What this task involves: Please keep to the lines below from the one with "M604,479l55,-67 80,-47 38,-27" through the one with "M0,528l93,-10 176,-12 125,5", and restate them word for word, ends included.

Collected data entries:

=== Begin Enclosure ===

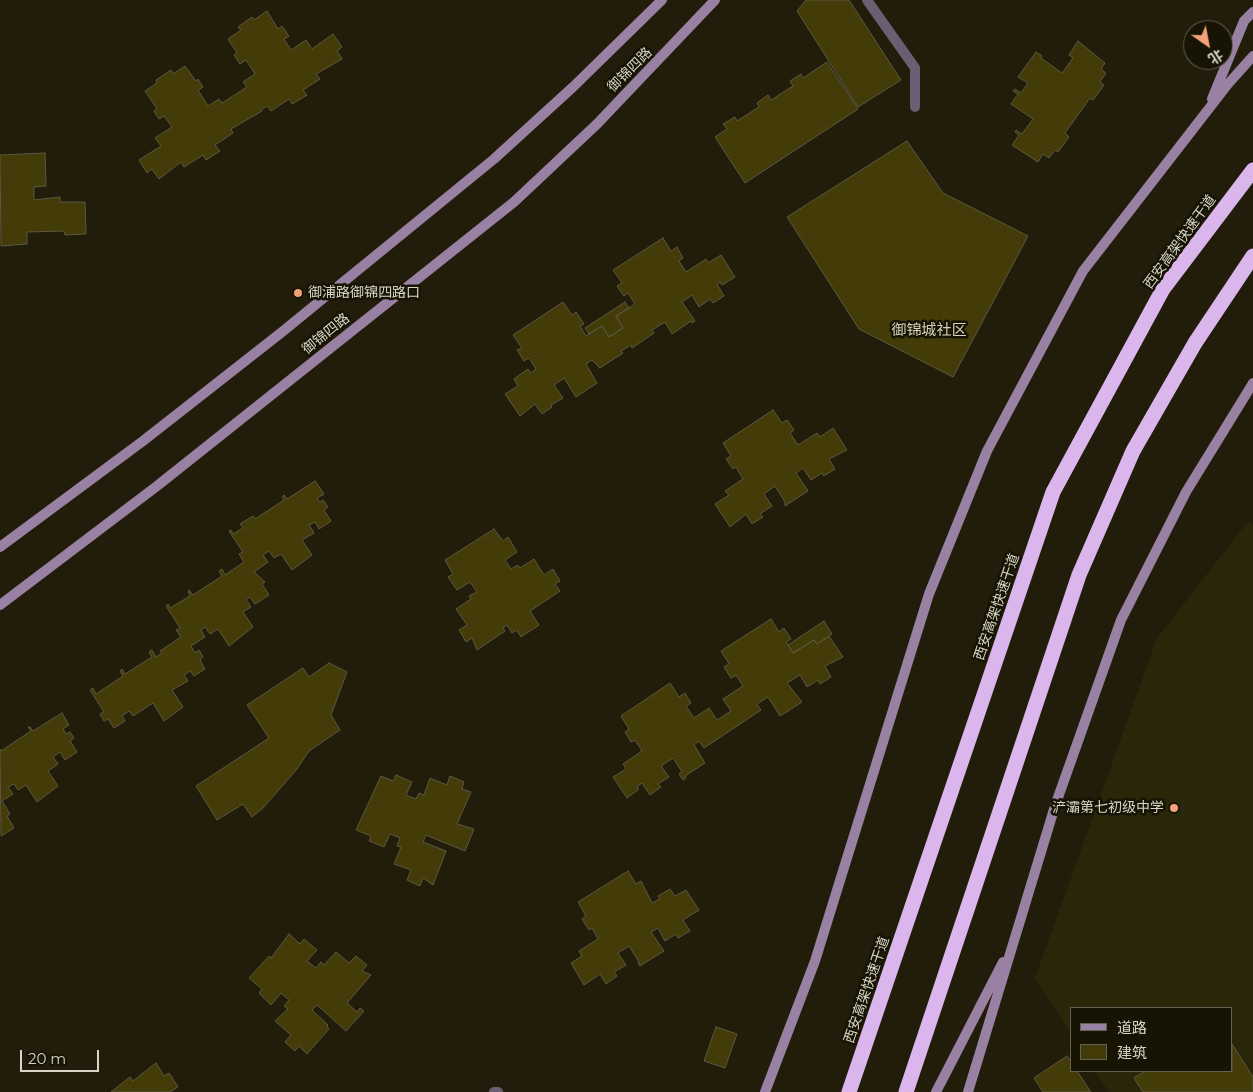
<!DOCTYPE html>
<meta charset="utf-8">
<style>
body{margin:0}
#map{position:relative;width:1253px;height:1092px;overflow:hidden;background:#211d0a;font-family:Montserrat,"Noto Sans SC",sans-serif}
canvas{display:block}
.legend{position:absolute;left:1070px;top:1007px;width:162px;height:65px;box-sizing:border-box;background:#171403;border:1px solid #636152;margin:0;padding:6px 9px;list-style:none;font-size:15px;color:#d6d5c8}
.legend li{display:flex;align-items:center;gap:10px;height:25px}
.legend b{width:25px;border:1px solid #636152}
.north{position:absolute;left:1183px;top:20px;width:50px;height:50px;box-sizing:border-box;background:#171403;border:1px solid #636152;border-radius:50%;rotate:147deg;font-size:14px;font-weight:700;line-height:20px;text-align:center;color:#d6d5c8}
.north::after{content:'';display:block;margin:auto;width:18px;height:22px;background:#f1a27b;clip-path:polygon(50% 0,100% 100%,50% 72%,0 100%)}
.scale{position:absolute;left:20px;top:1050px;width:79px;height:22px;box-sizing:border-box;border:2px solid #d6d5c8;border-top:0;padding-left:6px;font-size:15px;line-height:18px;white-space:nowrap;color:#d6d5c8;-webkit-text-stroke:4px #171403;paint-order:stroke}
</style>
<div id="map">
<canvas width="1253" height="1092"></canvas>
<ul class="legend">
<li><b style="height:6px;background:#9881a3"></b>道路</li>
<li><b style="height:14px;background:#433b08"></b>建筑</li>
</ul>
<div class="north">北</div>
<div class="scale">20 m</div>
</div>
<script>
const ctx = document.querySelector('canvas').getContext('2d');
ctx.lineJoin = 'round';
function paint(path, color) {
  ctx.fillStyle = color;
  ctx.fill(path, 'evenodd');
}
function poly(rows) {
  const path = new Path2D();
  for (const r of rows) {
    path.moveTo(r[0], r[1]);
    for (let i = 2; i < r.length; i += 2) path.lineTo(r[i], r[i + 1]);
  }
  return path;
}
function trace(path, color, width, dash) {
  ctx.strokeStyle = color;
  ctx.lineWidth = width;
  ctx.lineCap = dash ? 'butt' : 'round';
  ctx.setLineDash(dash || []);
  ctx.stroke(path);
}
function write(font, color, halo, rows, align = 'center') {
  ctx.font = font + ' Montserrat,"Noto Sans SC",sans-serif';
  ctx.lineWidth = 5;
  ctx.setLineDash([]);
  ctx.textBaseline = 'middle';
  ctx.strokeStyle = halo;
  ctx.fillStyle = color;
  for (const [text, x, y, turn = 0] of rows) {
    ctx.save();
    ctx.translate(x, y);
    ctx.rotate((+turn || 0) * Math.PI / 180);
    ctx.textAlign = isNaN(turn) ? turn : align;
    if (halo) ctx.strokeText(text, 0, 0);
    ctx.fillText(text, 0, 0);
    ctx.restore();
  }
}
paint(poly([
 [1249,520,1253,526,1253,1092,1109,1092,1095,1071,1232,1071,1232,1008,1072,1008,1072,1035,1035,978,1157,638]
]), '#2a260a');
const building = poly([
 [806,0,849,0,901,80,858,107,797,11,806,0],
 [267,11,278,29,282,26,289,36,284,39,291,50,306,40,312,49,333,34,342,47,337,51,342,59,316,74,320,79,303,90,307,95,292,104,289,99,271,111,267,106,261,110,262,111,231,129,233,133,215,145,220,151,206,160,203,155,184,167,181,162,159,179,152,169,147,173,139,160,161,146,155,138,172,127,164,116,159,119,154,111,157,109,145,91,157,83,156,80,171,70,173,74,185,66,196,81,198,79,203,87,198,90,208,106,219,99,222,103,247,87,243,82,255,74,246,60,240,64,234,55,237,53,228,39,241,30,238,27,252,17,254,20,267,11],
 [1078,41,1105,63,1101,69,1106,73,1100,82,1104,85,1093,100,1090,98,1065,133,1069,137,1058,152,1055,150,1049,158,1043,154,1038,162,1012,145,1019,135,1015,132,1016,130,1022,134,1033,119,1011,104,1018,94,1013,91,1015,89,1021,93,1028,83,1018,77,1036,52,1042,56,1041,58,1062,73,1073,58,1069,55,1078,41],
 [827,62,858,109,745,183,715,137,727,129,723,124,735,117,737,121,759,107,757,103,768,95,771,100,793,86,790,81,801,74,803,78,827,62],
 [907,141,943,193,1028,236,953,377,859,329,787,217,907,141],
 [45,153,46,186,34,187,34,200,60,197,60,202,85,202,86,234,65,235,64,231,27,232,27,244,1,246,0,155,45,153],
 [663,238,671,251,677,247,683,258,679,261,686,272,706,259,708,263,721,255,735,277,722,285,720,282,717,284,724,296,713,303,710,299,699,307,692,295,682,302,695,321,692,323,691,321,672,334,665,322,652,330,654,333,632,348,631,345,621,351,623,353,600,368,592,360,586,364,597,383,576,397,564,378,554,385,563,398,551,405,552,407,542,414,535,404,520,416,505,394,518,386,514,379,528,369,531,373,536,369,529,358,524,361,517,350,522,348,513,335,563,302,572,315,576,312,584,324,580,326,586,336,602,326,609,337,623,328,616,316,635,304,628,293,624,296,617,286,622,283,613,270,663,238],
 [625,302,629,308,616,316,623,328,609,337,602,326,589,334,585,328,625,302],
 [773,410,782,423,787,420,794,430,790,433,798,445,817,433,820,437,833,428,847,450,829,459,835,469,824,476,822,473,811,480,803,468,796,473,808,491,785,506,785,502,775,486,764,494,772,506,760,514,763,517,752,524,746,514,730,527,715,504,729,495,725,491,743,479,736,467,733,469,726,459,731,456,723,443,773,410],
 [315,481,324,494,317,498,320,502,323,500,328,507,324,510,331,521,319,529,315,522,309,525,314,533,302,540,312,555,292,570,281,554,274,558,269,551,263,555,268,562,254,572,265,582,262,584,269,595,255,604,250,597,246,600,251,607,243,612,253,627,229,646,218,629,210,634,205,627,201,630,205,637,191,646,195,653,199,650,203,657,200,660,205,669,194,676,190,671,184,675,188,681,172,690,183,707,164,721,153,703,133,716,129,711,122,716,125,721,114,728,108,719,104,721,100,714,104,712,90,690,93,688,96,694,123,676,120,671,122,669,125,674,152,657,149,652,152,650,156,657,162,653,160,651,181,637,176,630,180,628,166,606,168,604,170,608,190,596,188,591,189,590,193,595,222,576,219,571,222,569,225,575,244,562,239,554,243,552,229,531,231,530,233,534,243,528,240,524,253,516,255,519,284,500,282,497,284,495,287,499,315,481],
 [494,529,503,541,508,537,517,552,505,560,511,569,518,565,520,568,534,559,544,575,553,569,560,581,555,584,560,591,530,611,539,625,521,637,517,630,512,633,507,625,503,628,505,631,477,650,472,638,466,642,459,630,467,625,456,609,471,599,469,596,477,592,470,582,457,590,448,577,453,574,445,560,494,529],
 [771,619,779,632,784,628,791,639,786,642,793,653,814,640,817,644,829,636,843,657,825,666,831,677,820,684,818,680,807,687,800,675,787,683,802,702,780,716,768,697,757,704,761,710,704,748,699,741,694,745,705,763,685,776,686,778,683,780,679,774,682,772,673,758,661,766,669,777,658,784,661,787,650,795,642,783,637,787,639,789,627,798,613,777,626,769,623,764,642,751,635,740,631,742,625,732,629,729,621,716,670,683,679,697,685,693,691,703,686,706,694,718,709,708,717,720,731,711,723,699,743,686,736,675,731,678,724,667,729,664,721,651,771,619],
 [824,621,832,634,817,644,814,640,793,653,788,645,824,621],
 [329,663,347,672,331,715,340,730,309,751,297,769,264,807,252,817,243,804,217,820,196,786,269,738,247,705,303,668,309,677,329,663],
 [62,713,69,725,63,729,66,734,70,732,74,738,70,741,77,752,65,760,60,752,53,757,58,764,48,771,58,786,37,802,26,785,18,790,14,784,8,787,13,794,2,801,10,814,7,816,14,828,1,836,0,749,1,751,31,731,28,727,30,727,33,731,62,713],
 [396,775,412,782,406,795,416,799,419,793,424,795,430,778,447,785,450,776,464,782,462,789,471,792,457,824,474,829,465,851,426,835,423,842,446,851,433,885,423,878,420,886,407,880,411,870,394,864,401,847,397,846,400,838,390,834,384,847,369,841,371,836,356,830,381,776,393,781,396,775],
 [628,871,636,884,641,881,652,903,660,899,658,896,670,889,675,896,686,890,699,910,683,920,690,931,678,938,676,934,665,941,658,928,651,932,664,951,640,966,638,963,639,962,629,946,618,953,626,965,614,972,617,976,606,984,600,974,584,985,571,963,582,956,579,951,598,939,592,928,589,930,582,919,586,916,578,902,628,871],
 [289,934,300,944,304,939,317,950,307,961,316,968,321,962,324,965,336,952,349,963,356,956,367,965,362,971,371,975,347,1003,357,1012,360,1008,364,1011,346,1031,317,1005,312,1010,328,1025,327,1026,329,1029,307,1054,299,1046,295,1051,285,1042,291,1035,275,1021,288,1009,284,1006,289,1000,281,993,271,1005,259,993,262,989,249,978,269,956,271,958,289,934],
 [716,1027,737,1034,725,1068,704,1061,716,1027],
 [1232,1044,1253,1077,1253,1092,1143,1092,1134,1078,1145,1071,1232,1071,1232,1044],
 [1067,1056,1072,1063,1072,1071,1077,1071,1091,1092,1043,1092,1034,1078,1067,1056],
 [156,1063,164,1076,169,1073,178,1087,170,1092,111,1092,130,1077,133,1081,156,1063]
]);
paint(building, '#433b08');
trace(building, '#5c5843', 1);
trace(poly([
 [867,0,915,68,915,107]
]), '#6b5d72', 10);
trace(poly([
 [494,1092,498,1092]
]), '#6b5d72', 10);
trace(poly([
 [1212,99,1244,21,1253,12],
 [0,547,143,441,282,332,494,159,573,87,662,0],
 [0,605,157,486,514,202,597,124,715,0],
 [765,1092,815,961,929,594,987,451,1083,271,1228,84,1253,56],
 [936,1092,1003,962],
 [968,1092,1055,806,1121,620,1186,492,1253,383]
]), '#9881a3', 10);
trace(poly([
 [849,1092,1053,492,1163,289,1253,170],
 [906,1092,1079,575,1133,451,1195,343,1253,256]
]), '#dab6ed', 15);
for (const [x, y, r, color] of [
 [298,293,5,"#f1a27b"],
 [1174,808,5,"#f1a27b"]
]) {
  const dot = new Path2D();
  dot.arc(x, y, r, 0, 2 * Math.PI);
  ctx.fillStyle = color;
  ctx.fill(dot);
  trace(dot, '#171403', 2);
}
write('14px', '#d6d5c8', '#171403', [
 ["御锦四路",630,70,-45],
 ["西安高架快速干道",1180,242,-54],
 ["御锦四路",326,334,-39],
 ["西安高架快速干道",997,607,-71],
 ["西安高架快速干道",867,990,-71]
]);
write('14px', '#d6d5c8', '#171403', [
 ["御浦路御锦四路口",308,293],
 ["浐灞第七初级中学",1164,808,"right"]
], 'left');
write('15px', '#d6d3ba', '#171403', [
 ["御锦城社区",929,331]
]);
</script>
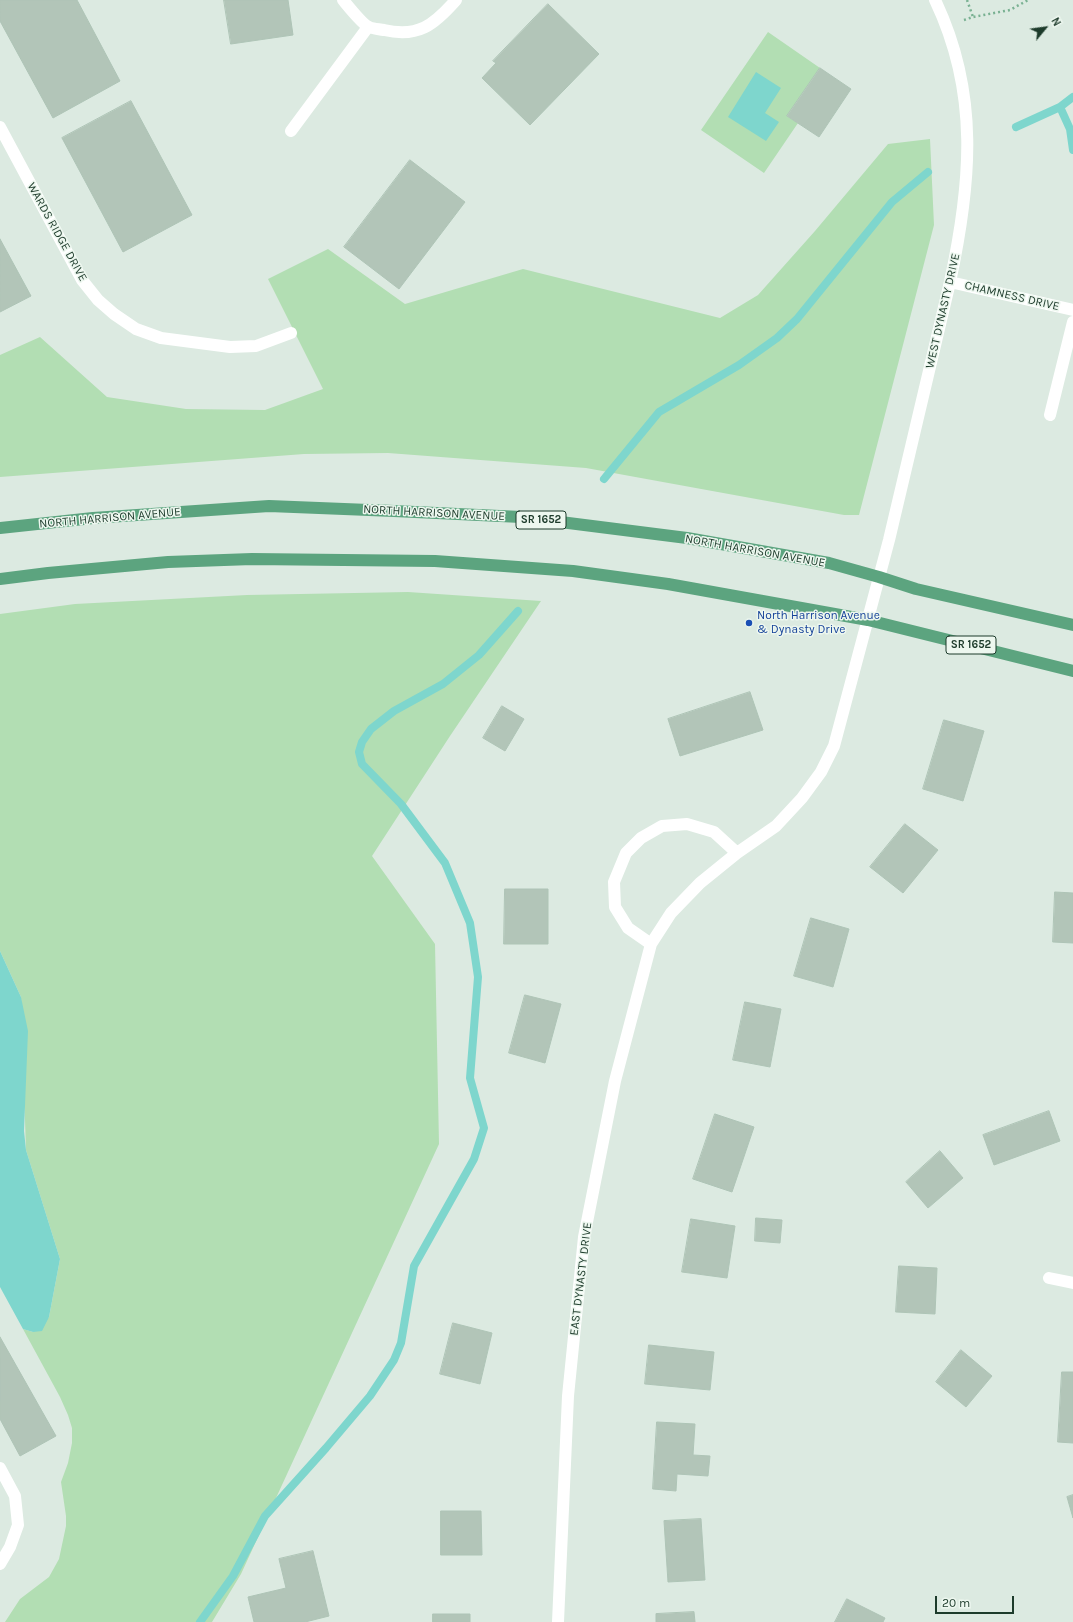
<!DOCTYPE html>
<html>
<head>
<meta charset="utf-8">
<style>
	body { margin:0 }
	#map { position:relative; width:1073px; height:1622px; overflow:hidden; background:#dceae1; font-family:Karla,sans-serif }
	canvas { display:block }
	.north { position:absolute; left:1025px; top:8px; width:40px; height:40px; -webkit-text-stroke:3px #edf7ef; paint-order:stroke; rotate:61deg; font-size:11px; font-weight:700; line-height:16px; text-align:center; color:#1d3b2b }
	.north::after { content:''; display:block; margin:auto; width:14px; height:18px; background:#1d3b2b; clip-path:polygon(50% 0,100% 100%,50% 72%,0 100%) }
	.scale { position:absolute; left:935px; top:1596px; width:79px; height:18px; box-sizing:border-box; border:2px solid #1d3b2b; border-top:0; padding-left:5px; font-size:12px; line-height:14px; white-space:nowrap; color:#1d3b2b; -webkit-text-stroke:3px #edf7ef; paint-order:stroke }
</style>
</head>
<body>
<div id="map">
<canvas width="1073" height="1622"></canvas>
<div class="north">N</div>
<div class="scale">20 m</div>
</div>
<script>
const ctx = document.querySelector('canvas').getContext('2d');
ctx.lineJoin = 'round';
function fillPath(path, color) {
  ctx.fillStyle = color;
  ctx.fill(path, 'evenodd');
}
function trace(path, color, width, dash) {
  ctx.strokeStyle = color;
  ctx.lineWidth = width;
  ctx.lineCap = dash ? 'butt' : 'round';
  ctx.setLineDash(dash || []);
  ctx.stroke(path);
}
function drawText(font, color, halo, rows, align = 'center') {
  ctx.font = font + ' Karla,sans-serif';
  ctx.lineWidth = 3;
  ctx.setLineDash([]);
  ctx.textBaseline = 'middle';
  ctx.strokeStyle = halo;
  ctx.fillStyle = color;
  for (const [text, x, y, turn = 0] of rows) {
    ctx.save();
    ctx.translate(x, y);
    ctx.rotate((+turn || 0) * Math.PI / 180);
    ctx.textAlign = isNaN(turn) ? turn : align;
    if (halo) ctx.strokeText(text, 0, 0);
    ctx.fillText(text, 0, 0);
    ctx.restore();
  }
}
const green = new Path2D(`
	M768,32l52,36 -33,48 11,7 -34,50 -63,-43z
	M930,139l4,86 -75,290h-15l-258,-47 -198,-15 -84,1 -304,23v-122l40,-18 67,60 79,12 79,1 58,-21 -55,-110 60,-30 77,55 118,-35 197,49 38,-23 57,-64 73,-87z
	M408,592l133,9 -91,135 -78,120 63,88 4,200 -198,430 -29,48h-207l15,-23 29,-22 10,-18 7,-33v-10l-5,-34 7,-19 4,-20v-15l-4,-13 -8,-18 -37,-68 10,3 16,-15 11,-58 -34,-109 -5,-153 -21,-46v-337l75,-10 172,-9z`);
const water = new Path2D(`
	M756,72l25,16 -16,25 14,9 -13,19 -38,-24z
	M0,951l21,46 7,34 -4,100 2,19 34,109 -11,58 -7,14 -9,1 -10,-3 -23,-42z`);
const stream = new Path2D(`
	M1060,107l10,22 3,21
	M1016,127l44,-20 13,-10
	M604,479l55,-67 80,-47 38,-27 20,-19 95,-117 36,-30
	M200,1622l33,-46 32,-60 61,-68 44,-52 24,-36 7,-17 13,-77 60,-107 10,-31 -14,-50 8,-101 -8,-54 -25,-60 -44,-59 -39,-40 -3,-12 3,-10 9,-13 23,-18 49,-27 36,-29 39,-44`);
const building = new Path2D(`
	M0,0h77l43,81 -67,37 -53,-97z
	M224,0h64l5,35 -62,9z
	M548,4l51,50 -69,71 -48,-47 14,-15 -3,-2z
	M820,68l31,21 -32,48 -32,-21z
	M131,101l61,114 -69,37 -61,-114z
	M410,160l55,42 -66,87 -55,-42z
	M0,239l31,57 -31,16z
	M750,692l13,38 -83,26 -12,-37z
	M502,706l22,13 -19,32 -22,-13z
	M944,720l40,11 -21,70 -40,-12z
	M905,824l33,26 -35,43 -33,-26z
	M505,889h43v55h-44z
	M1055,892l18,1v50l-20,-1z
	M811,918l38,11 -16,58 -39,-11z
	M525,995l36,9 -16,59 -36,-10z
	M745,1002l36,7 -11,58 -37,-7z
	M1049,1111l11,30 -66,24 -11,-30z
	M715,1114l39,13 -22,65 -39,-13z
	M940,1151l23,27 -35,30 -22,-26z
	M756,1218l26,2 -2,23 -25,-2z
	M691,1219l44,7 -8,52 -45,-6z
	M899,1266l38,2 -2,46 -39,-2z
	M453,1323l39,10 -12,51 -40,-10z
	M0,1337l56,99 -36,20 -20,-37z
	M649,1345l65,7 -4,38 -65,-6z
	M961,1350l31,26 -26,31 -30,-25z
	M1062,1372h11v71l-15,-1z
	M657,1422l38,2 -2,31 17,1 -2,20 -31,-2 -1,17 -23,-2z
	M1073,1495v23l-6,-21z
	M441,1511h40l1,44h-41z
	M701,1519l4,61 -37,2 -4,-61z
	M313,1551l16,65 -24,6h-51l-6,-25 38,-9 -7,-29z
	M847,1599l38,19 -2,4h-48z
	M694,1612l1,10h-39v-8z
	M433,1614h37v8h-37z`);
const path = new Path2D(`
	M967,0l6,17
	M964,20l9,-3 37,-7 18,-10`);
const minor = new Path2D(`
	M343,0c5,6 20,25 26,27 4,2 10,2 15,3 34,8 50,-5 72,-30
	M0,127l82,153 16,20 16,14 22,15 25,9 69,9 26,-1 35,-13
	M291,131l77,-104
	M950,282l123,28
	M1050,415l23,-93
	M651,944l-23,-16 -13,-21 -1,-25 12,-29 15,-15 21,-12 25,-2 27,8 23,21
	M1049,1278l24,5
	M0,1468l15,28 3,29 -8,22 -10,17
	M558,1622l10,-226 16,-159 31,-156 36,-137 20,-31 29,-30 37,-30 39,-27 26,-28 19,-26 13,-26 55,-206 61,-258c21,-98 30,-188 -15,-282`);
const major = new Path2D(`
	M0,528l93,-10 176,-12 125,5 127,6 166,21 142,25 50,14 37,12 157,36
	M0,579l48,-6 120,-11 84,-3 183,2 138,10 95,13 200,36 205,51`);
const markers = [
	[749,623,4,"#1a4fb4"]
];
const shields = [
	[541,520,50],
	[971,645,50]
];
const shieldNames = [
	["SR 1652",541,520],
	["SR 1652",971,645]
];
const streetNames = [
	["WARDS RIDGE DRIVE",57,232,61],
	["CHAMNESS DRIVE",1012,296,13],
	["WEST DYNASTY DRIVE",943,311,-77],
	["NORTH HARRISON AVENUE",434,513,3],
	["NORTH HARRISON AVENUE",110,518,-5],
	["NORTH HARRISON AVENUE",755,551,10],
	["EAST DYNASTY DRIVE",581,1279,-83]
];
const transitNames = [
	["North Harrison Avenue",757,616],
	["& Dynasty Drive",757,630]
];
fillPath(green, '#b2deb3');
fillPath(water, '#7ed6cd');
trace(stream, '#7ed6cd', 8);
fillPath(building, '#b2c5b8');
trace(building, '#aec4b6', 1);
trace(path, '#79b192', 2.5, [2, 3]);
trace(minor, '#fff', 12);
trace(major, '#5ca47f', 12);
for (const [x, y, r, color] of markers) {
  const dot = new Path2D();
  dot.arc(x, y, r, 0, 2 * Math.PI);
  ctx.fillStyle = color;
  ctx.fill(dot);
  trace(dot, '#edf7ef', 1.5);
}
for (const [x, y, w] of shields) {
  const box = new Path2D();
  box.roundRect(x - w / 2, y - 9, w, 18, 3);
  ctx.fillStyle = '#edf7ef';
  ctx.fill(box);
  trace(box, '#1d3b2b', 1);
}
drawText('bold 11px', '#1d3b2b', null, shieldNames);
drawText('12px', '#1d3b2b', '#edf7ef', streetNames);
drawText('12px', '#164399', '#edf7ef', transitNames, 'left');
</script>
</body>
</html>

=== End Enclosure ===

Result:
	M604,479l55,-67 80,-47 38,-27 20,-19 95,-117 36,-30
	M200,1622l33,-46 32,-60 61,-68 44,-52 24,-36 7,-17 13,-77 60,-107 10,-31 -14,-50 8,-101 -8,-54 -25,-60 -44,-59 -39,-40 -3,-12 3,-10 9,-13 23,-18 49,-27 36,-29 39,-44`);
const building = new Path2D(`
	M0,0h77l43,81 -67,37 -53,-97z
	M224,0h64l5,35 -62,9z
	M548,4l51,50 -69,71 -48,-47 14,-15 -3,-2z
	M820,68l31,21 -32,48 -32,-21z
	M131,101l61,114 -69,37 -61,-114z
	M410,160l55,42 -66,87 -55,-42z
	M0,239l31,57 -31,16z
	M750,692l13,38 -83,26 -12,-37z
	M502,706l22,13 -19,32 -22,-13z
	M944,720l40,11 -21,70 -40,-12z
	M905,824l33,26 -35,43 -33,-26z
	M505,889h43v55h-44z
	M1055,892l18,1v50l-20,-1z
	M811,918l38,11 -16,58 -39,-11z
	M525,995l36,9 -16,59 -36,-10z
	M745,1002l36,7 -11,58 -37,-7z
	M1049,1111l11,30 -66,24 -11,-30z
	M715,1114l39,13 -22,65 -39,-13z
	M940,1151l23,27 -35,30 -22,-26z
	M756,1218l26,2 -2,23 -25,-2z
	M691,1219l44,7 -8,52 -45,-6z
	M899,1266l38,2 -2,46 -39,-2z
	M453,1323l39,10 -12,51 -40,-10z
	M0,1337l56,99 -36,20 -20,-37z
	M649,1345l65,7 -4,38 -65,-6z
	M961,1350l31,26 -26,31 -30,-25z
	M1062,1372h11v71l-15,-1z
	M657,1422l38,2 -2,31 17,1 -2,20 -31,-2 -1,17 -23,-2z
	M1073,1495v23l-6,-21z
	M441,1511h40l1,44h-41z
	M701,1519l4,61 -37,2 -4,-61z
	M313,1551l16,65 -24,6h-51l-6,-25 38,-9 -7,-29z
	M847,1599l38,19 -2,4h-48z
	M694,1612l1,10h-39v-8z
	M433,1614h37v8h-37z`);
const path = new Path2D(`
	M967,0l6,17
	M964,20l9,-3 37,-7 18,-10`);
const minor = new Path2D(`
	M343,0c5,6 20,25 26,27 4,2 10,2 15,3 34,8 50,-5 72,-30
	M0,127l82,153 16,20 16,14 22,15 25,9 69,9 26,-1 35,-13
	M291,131l77,-104
	M950,282l123,28
	M1050,415l23,-93
	M651,944l-23,-16 -13,-21 -1,-25 12,-29 15,-15 21,-12 25,-2 27,8 23,21
	M1049,1278l24,5
	M0,1468l15,28 3,29 -8,22 -10,17
	M558,1622l10,-226 16,-159 31,-156 36,-137 20,-31 29,-30 37,-30 39,-27 26,-28 19,-26 13,-26 55,-206 61,-258c21,-98 30,-188 -15,-282`);
const major = new Path2D(`
	M0,528l93,-10 176,-12 125,5 127,6 166,21 142,25 50,14 37,12 157,36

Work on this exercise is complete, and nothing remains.